Long-context RL training has a straightforward scaling problem: sequence length eats memory quadratically in attention, and FSDP alone can’t help because it only shards weights, not activations. Once you’re training Llama3-8B or Qwen3-7B with 16k+ context, a single GPU runs out of activation memory even with gradient checkpointing enabled. You need to split the sequence itself across GPUs.

This post documents the design for adding Sequence Parallelism (SP) to slime’s FSDP backend. The target is a 1-week MVP with two engineers, scoped tightly to Ring-Attention with a varlen API. I’ll walk through the route selection, system architecture, RL-specific coupling points, and the testing plan.

Why Sequence Parallelism, and Why Now

Slime’s FSDP backend already handles weight sharding and gradient accumulation well. But for the RL workloads we care about, the bottleneck has shifted. GRPO and PPO-style training on long-context tasks means generating and training on sequences of 8k-16k tokens or more. The memory pressure isn’t from parameters — it’s from the KV cache and attention activations during the training forward pass.

SP addresses this directly: partition the sequence across GPUs in a process group, have each GPU compute attention over its local chunk, and communicate KV blocks between neighbors. Memory per GPU drops roughly linearly with SP degree. For SP=2 on an 8-GPU node, each GPU handles half the sequence length during attention, cutting activation memory by around 35-50% depending on model architecture.

The prerequisites were already in place: FSDP weight cross-process updates (disaggregate mode), a working data packing pipeline, NVLink connectivity within nodes, and benchmark models (Llama3-8B, Qwen3-7B) that we run daily.

Ring-Attention vs. Ulysses: The Tradeoff

We evaluated two main approaches before committing.

Route A: Ring-Attention (selected)

Ring-Attention passes KV blocks around a ring of GPUs while each GPU computes local attention over its sequence chunk. We use the ring-flash-attention library, which provides a varlen-compatible API that slots directly into FlashAttention call sites.

The appeal is low code intrusion. The integration point is narrow: replace the flash_attn_varlen_func call in the attention layer with ring_flash_attn_varlen_func, pass in the SP process group, and handle RoPE position offsets. The rest of the model — MLP layers, normalization, embeddings — stays untouched. Varlen support means we keep our existing data packing pipeline, which is important because we pack multiple sequences per batch for throughput.

Risks: RoPE position encoding offsets need to account for the global sequence position, not just the local chunk. KV-cache precision under BF16 needs verification — ring communication introduces extra rounding. And we need to confirm that backward gradients through the ring are numerically stable.

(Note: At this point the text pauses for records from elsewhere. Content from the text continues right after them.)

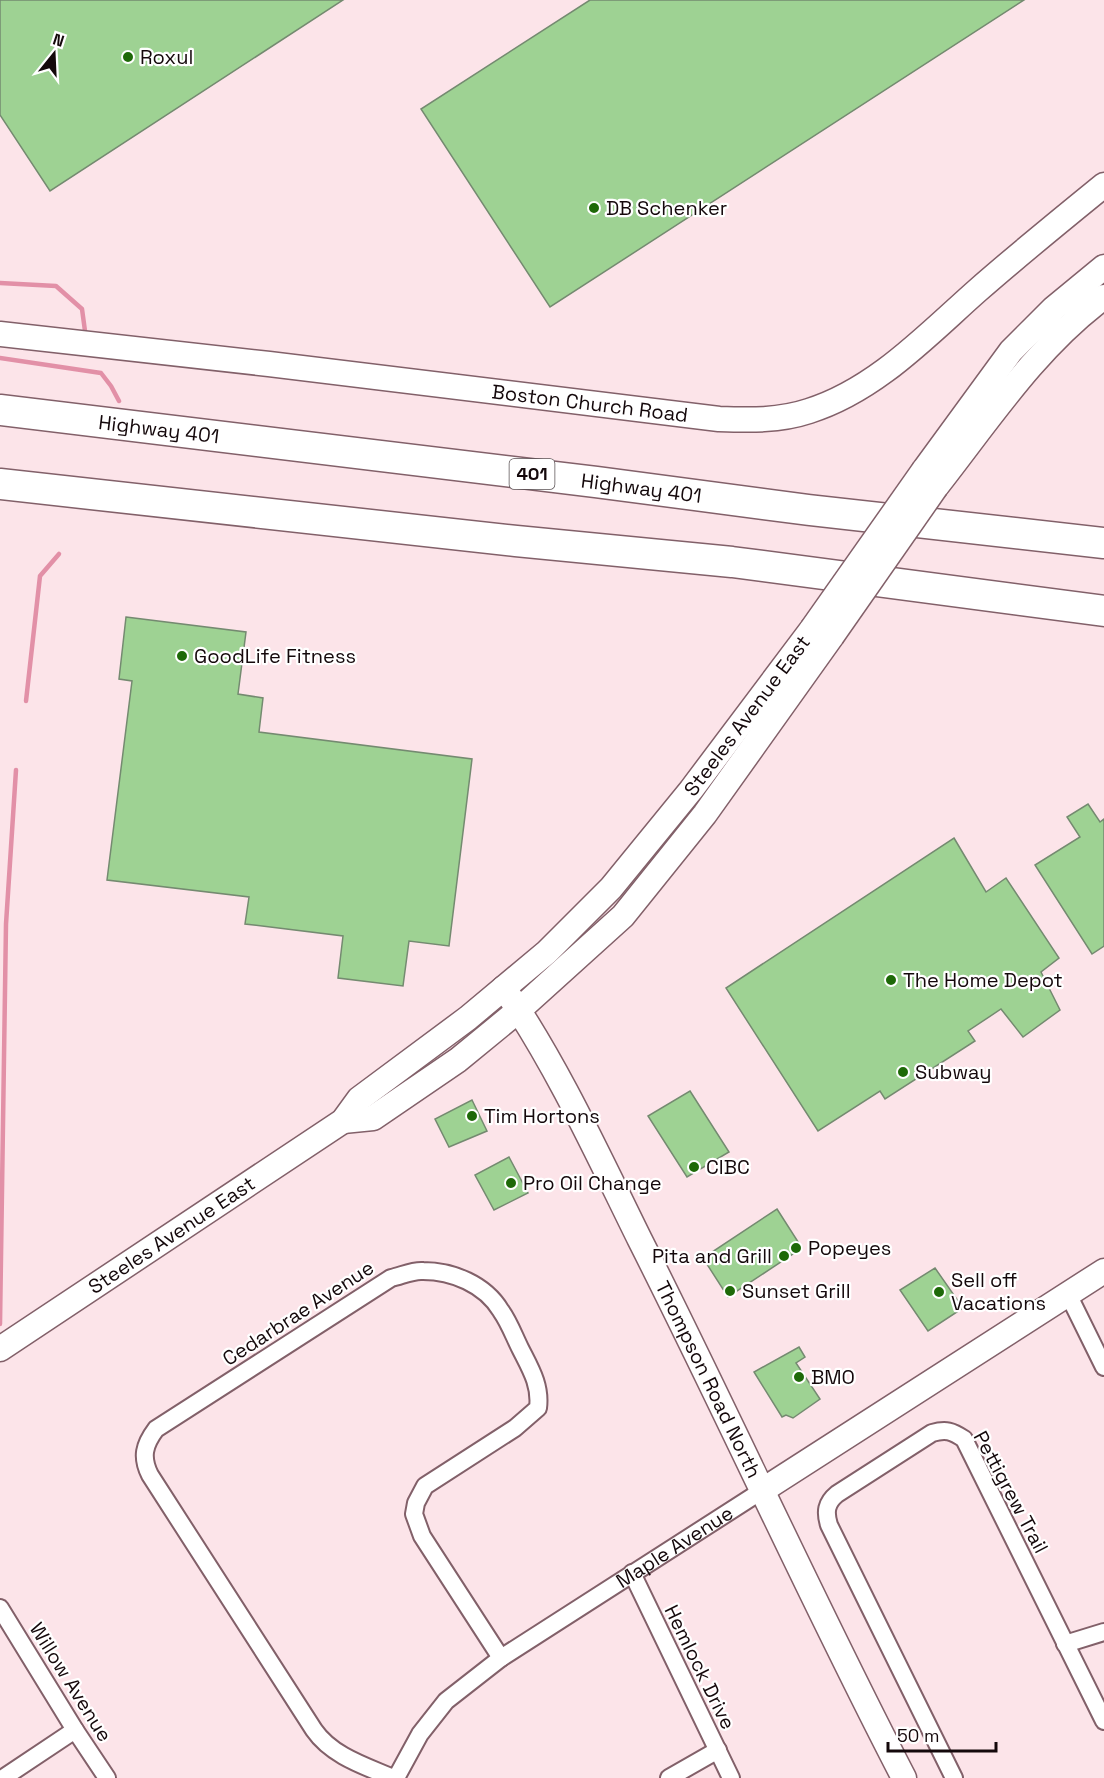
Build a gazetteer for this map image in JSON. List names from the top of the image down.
{
  "streets": {
    "highway": ["Highway 401", "401"],
    "main road": [
      "Boston Church Road",
      "Steeles Avenue East",
      "Thompson Road North",
      "Maple Avenue"
    ],
    "street": [
      "Cedarbrae Avenue",
      "Pettigrew Trail",
      "Hemlock Drive",
      "Willow Avenue"
    ]
  },
  "crossings": [
    ["Steeles Avenue East", "Thompson Road North"],
    ["Cedarbrae Avenue", "Maple Avenue"],
    ["Thompson Road North", "Maple Avenue"],
    ["Maple Avenue", "Hemlock Drive"]
  ],
  "places": [
    "Roxul",
    "DB Schenker",
    "GoodLife Fitness",
    "The Home Depot",
    "Subway",
    "Tim Hortons",
    "CIBC",
    "Pro Oil Change",
    "Popeyes",
    "Pita and Grill",
    "Sunset Grill",
    "Sell off Vacations",
    "BMO"
  ],
  "scale_bar": "50 m",
  "north": "top"
}
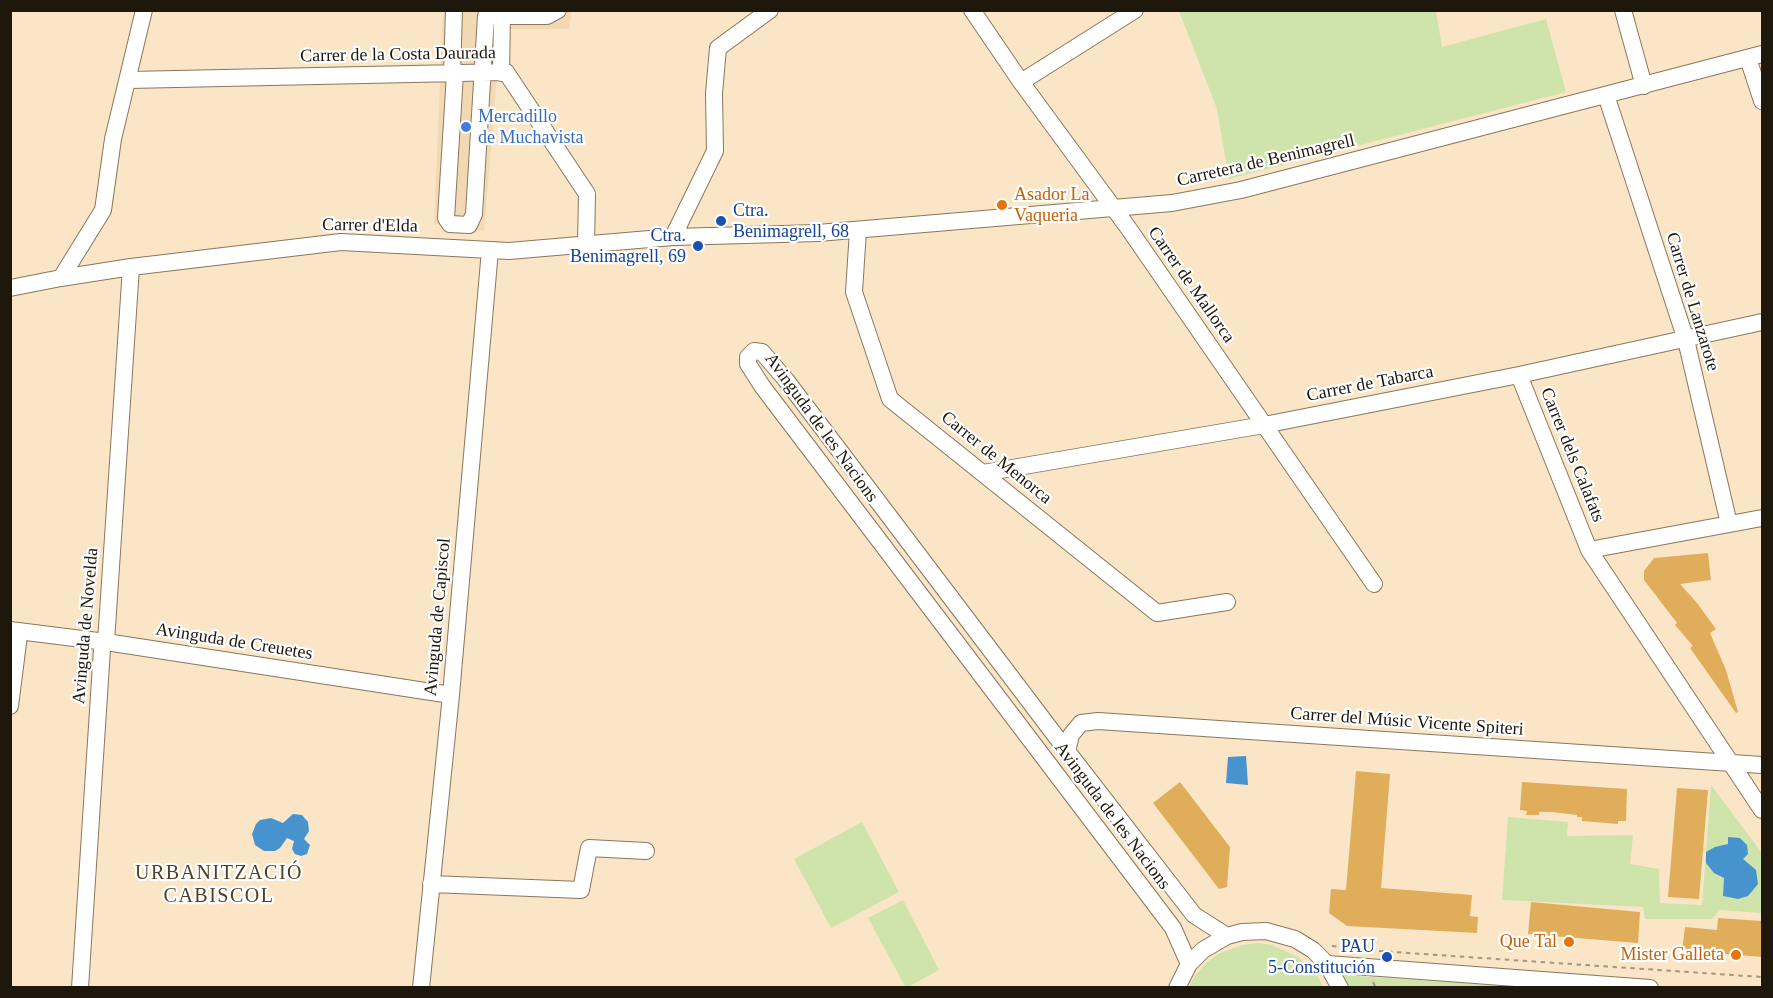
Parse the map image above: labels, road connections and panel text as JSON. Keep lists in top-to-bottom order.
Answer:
{
  "streets": {
    "street": [
      "Carrer de la Costa Daurada",
      "Carretera de Benimagrell",
      "Carrer d'Elda",
      "Carrer de Mallorca",
      "Carrer de Lanzarote",
      "Carrer de Tabarca",
      "Avinguda de les Nacions",
      "Carrer dels Calafats",
      "Carrer de Menorca",
      "Avinguda de Capiscol",
      "Avinguda de Novelda",
      "Avinguda de Creuetes",
      "Carrer del Músic Vicente Spiteri"
    ]
  },
  "crossings": [
    ["Carrer de la Costa Daurada", "Carrer d'Elda"],
    ["Carretera de Benimagrell", "Carrer d'Elda"],
    ["Carretera de Benimagrell", "Carrer de Mallorca"],
    ["Carretera de Benimagrell", "Carrer de Lanzarote"],
    ["Carretera de Benimagrell", "Carrer de Menorca"],
    ["Carrer d'Elda", "Avinguda de Capiscol"],
    ["Carrer d'Elda", "Avinguda de Novelda"],
    ["Carrer de Mallorca", "Carrer de Tabarca"],
    ["Carrer de Lanzarote", "Carrer de Tabarca"],
    ["Carrer de Tabarca", "Carrer dels Calafats"],
    ["Carrer de Tabarca", "Carrer de Menorca"],
    ["Avinguda de les Nacions", "Carrer del Músic Vicente Spiteri"],
    ["Carrer dels Calafats", "Carrer del Músic Vicente Spiteri"],
    ["Avinguda de Capiscol", "Avinguda de Creuetes"],
    ["Avinguda de Novelda", "Avinguda de Creuetes"]
  ],
  "districts": ["URBANITZACIÓ CABISCOL"],
  "places": [
    "Mercadillo de Muchavista",
    "Asador La Vaqueria",
    "Ctra. Benimagrell, 68",
    "Ctra. Benimagrell, 69",
    "Que Tal",
    "Mister Galleta",
    "PAU 5-Constitución"
  ]
}
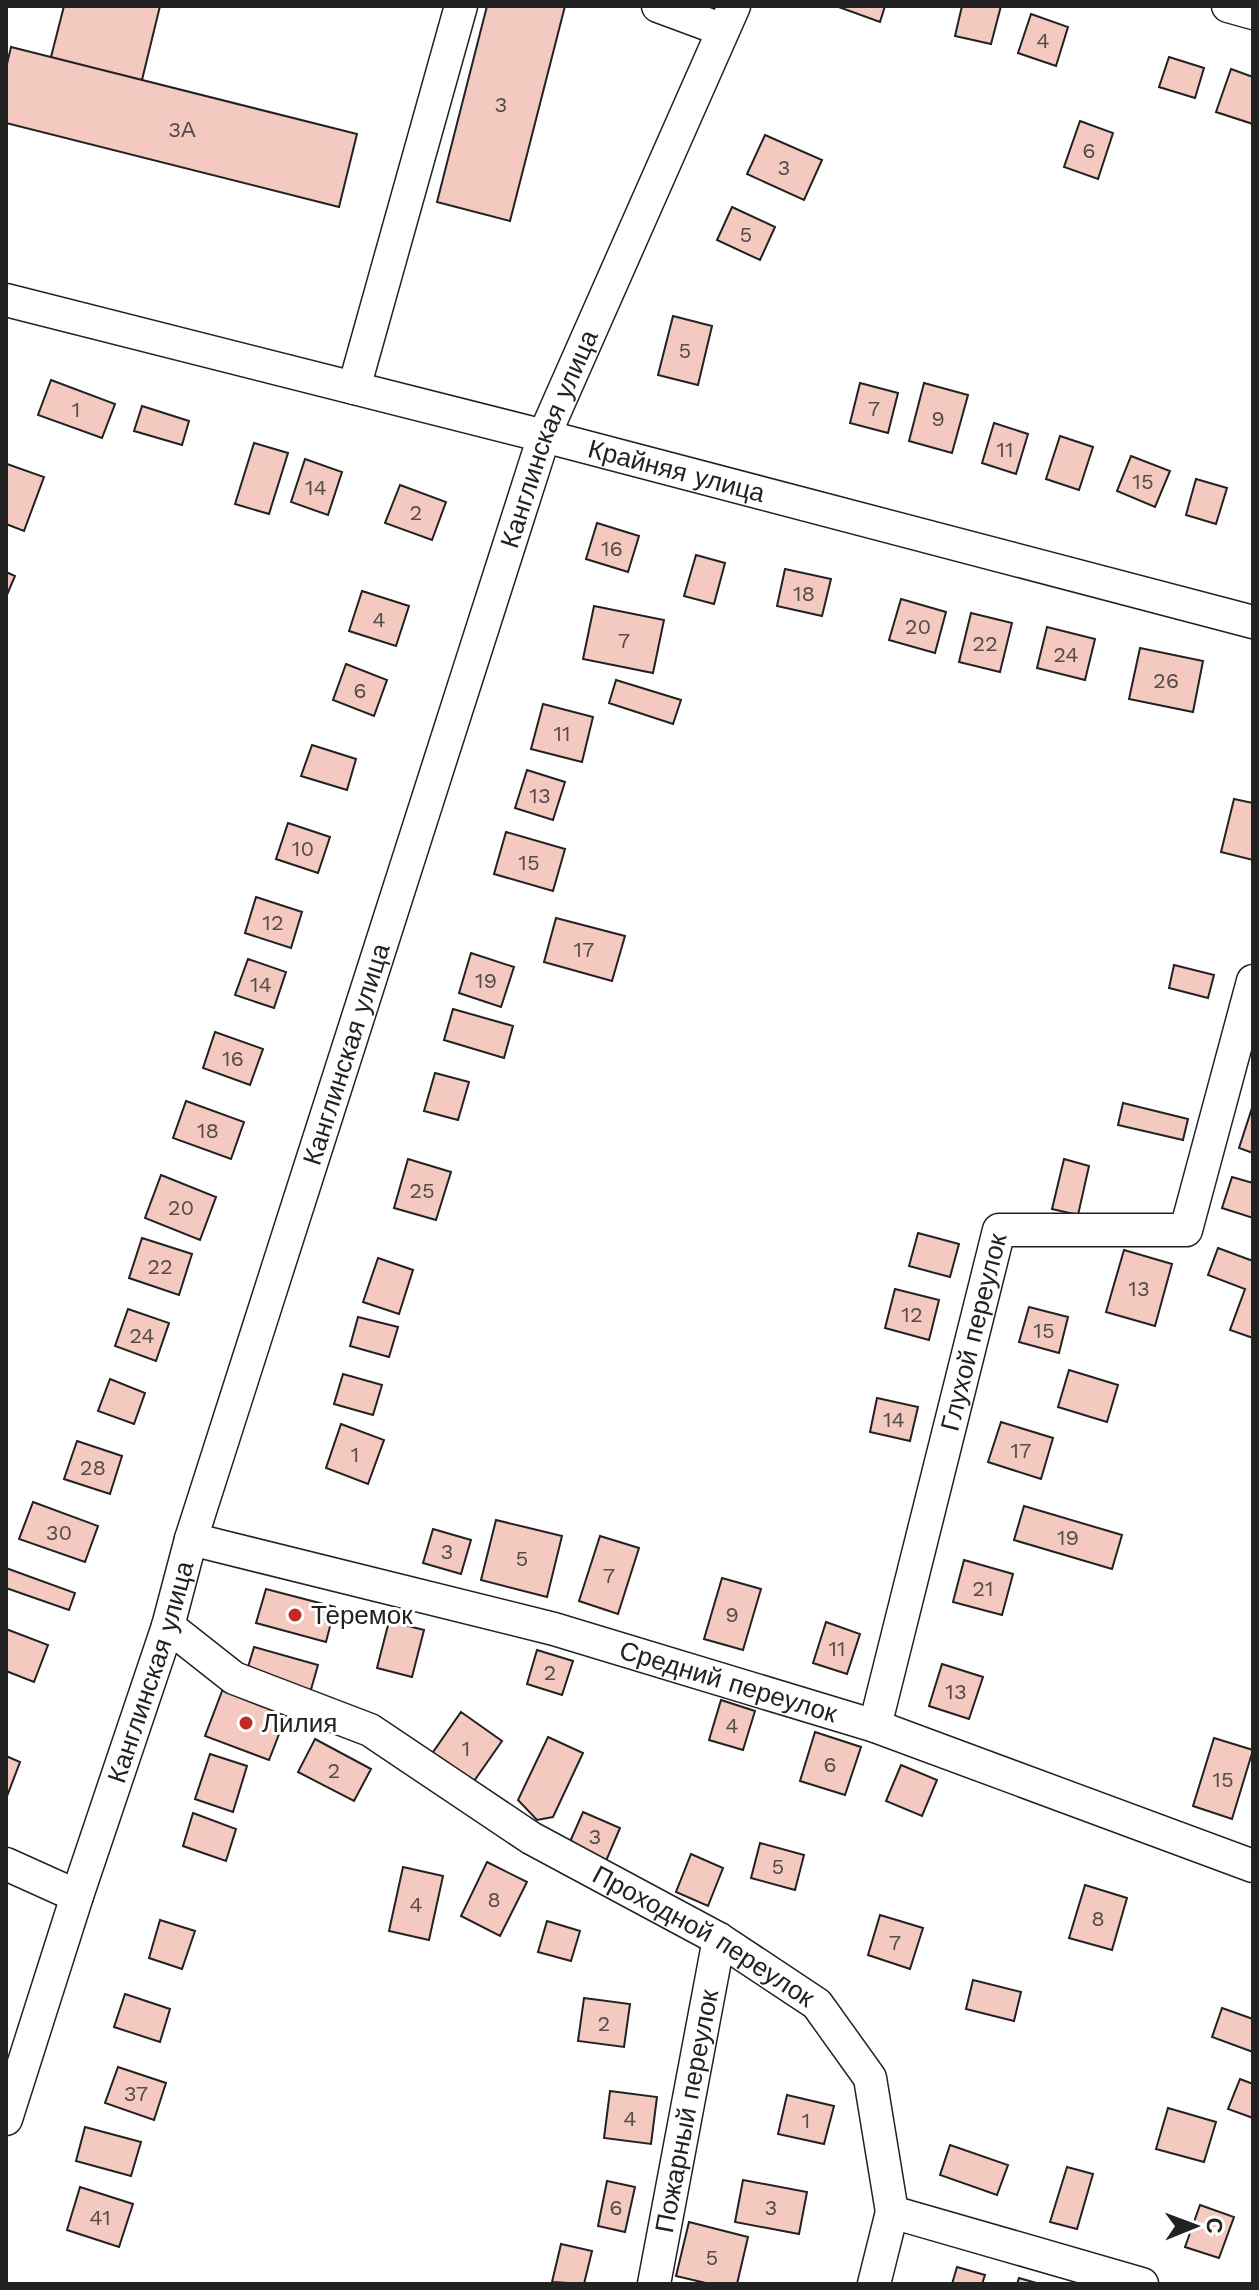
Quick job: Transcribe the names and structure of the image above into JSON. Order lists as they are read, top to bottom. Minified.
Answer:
{"streets":{"street":["Канглинская улица","Крайняя улица","Глухой переулок","Средний переулок","Проходной переулок","Пожарный переулок"]},"crossings":[["Канглинская улица","Крайняя улица"],["Канглинская улица","Средний переулок"],["Канглинская улица","Проходной переулок"],["Глухой переулок","Средний переулок"],["Проходной переулок","Пожарный переулок"]],"places":["Теремок","Лилия"],"house_numbers":["4","3","3А","6","3","5","5","7","1","9","11","15","14","2","16","18","4","20","7","22","24","26","6","11","13","10","15","12","17","19","14","16","18","25","20","22","13","12","15","24","14","17","1","28","30","19","3","5","7","21","9","11","2","13","4","1","6","2","15","3","5","8","4","8","7","2","37","4","1","6","3","41","5"],"north":"right"}
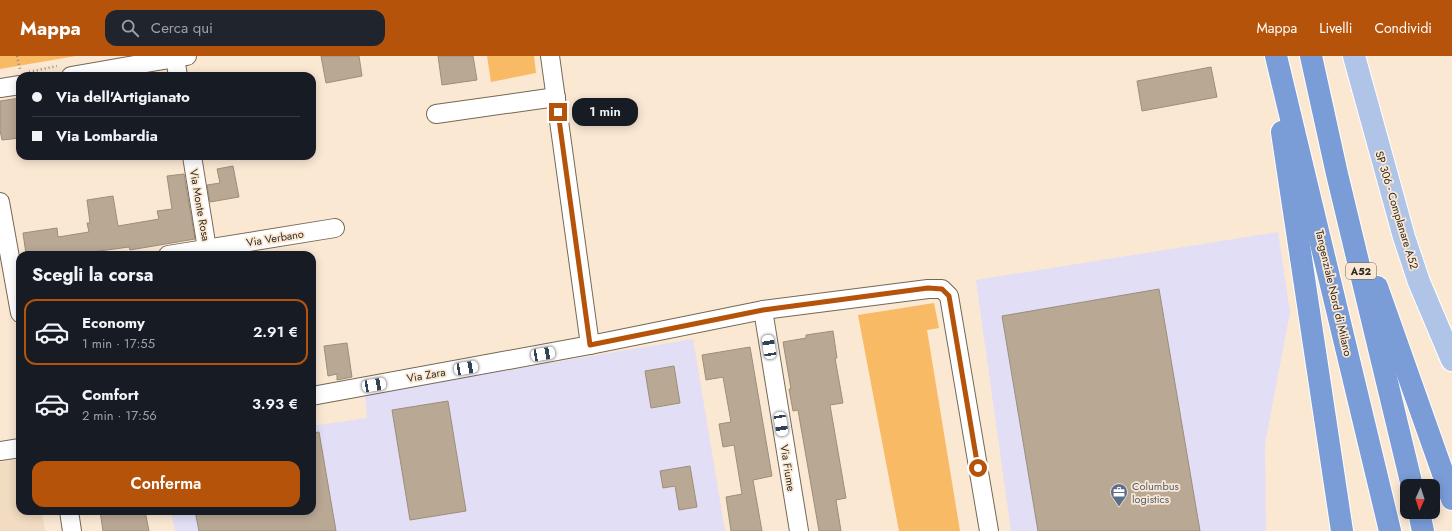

Route B: DeepSpeed-Ulysses (spiked, deferred)

Ulysses takes a different approach: it uses All-to-All communication to redistribute the sequence across the head dimension before attention, computes standard attention, then All-to-Alls back. This has better asymptotic scaling for very long sequences because communication volume grows with head count rather than sequence length.

We spiked this and decided against it for the MVP. The FSDP integration is significantly more complex — Ulysses needs to restructure tensor layouts before and after every attention block, which conflicts with FSDP’s assumptions about tensor shapes during the forward pass. The communication pattern is also harder to overlap with compute. For our target of 8k-16k sequences on a single node, Ring-Attention’s bandwidth requirements are modest over NVLink, and the implementation simplicity wins.

If we later need to scale beyond 32k sequences or go cross-node, Ulysses becomes worth revisiting.

Fallback: llama3_varlen

A less intrusive variant of Ring-Attention that uses Llama3’s internal varlen attention implementation. Lower risk, slightly less flexible. We keep this as the llama3_varlen option in config, so users can fall back if the ring path has issues on their hardware.

System Architecture

The design touches five layers. I’ll walk through each.

1. Process Groups: SPGroupManager

SP groups are carved out of the existing data-parallel ranks. If you have 8 GPUs with DP=8 and set SP=2, you get 4 SP groups of 2 GPUs each, and effective DP becomes 4.

class SPGroupManager:
    """Builds SP groups within each DP shard."""

    def __init__(self, sp_size: int, group_scope: str = "local_node"):
        # Prefer same-node NVLink clustering
        # E.g., 8 GPUs, SP=2 -> groups [(0,1), (2,3), (4,5), (6,7)]
        self._sp_group = self._build_groups(sp_size, group_scope)

    def get_sp_group(self) -> dist.ProcessGroup: ...
    def get_sp_rank(self) -> int: ...
    def get_sp_world_size(self) -> int: ...

The group_scope: local_node default ensures SP groups stay within a single node where NVLink bandwidth is high (~900 GB/s bidirectional on A100/H100 NVLink). Cross-node SP over InfiniBand is technically possible but the bandwidth penalty is steep and not worth it for our target sequence lengths.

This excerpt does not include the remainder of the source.